* [Goal of the exercise]: Each entry has to be copied exactly, with nothing missed.

+ + +

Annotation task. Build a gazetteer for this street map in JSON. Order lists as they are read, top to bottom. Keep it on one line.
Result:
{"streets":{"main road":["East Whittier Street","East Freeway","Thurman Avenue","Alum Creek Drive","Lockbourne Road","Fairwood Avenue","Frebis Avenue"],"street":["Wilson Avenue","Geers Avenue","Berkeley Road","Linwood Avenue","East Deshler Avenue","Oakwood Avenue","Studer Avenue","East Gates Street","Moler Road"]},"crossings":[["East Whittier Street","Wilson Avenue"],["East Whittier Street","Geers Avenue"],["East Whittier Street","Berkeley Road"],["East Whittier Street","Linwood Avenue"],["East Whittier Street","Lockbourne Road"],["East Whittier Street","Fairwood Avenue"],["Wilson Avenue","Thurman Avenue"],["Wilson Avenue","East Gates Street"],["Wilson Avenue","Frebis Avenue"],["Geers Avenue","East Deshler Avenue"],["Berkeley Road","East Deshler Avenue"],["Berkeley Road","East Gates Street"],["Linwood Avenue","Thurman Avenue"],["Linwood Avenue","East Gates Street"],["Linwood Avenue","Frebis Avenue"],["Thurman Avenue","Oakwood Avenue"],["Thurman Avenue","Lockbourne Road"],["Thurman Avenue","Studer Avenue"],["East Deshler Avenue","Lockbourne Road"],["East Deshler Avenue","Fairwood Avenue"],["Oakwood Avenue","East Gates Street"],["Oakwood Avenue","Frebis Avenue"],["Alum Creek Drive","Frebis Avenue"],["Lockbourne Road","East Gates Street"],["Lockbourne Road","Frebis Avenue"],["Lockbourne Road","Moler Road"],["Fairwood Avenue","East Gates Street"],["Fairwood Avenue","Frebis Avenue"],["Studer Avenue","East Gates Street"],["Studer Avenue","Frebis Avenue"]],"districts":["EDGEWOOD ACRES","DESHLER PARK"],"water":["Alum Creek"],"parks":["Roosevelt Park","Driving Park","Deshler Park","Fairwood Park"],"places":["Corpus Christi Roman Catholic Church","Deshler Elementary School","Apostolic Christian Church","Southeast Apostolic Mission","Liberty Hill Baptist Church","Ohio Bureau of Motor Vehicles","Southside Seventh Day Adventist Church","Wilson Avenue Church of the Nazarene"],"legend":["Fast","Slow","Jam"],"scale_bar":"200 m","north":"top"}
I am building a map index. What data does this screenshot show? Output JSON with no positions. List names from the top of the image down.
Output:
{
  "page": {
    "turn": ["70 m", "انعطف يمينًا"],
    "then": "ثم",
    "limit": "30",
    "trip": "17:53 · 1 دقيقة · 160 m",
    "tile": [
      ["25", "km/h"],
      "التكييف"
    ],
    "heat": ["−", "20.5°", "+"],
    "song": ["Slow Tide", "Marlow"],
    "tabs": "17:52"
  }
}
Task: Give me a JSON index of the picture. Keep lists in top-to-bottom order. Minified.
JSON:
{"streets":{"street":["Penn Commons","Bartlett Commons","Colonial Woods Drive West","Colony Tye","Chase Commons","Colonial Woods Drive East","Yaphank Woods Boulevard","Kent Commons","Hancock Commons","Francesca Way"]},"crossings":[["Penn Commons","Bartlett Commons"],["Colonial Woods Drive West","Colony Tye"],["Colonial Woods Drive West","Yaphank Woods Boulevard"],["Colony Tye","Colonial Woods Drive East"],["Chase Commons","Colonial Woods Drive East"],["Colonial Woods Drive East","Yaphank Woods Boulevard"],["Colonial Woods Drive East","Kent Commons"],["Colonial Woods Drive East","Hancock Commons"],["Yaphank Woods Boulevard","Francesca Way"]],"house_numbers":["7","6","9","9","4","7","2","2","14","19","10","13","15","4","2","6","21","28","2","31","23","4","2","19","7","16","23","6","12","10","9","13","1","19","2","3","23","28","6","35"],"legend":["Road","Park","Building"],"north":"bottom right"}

+ + +

* [Final answer]:
Annotation task. Build a gazetteer for this street map in JSON. Order lists as they are read, top to bottom. Keep it on one line.
Result:
{"streets":{"main road":["East Whittier Street","East Freeway","Thurman Avenue","Alum Creek Drive","Lockbourne Road","Fairwood Avenue","Frebis Avenue"],"street":["Wilson Avenue","Geers Avenue","Berkeley Road","Linwood Avenue","East Deshler Avenue","Oakwood Avenue","Studer Avenue","East Gates Street","Moler Road"]},"crossings":[["East Whittier Street","Wilson Avenue"],["East Whittier Street","Geers Avenue"],["East Whittier Street","Berkeley Road"],["East Whittier Street","Linwood Avenue"],["East Whittier Street","Lockbourne Road"],["East Whittier Street","Fairwood Avenue"],["Wilson Avenue","Thurman Avenue"],["Wilson Avenue","East Gates Street"],["Wilson Avenue","Frebis Avenue"],["Geers Avenue","East Deshler Avenue"],["Berkeley Road","East Deshler Avenue"],["Berkeley Road","East Gates Street"],["Linwood Avenue","Thurman Avenue"],["Linwood Avenue","East Gates Street"],["Linwood Avenue","Frebis Avenue"],["Thurman Avenue","Oakwood Avenue"],["Thurman Avenue","Lockbourne Road"],["Thurman Avenue","Studer Avenue"],["East Deshler Avenue","Lockbourne Road"],["East Deshler Avenue","Fairwood Avenue"],["Oakwood Avenue","East Gates Street"],["Oakwood Avenue","Frebis Avenue"],["Alum Creek Drive","Frebis Avenue"],["Lockbourne Road","East Gates Street"],["Lockbourne Road","Frebis Avenue"],["Lockbourne Road","Moler Road"],["Fairwood Avenue","East Gates Street"],["Fairwood Avenue","Frebis Avenue"],["Studer Avenue","East Gates Street"],["Studer Avenue","Frebis Avenue"]],"districts":["EDGEWOOD ACRES","DESHLER PARK"],"water":["Alum Creek"],"parks":["Roosevelt Park","Driving Park","Deshler Park","Fairwood Park"],"places":["Corpus Christi Roman Catholic Church","Deshler Elementary School","Apostolic Christian Church","Southeast Apostolic Mission","Liberty Hill Baptist Church","Ohio Bureau of Motor Vehicles","Southside Seventh Day Adventist Church","Wilson Avenue Church of the Nazarene"],"legend":["Fast","Slow","Jam"],"scale_bar":"200 m","north":"top"}
I am building a map index. What data does this screenshot show? Output JSON with no positions. List names from the top of the image down.
Output:
{
  "page": {
    "turn": ["70 m", "انعطف يمينًا"],
    "then": "ثم",
    "limit": "30",
    "trip": "17:53 · 1 دقيقة · 160 m",
    "tile": [
      ["25", "km/h"],
      "التكييف"
    ],
    "heat": ["−", "20.5°", "+"],
    "song": ["Slow Tide", "Marlow"],
    "tabs": "17:52"
  }
}
Task: Give me a JSON index of the picture. Keep lists in top-to-bottom order. Minified.
JSON:
{"streets":{"street":["Penn Commons","Bartlett Commons","Colonial Woods Drive West","Colony Tye","Chase Commons","Colonial Woods Drive East","Yaphank Woods Boulevard","Kent Commons","Hancock Commons","Francesca Way"]},"crossings":[["Penn Commons","Bartlett Commons"],["Colonial Woods Drive West","Colony Tye"],["Colonial Woods Drive West","Yaphank Woods Boulevard"],["Colony Tye","Colonial Woods Drive East"],["Chase Commons","Colonial Woods Drive East"],["Colonial Woods Drive East","Yaphank Woods Boulevard"],["Colonial Woods Drive East","Kent Commons"],["Colonial Woods Drive East","Hancock Commons"],["Yaphank Woods Boulevard","Francesca Way"]],"house_numbers":["7","6","9","9","4","7","2","2","14","19","10","13","15","4","2","6","21","28","2","31","23","4","2","19","7","16","23","6","12","10","9","13","1","19","2","3","23","28","6","35"],"legend":["Road","Park","Building"],"north":"bottom right"}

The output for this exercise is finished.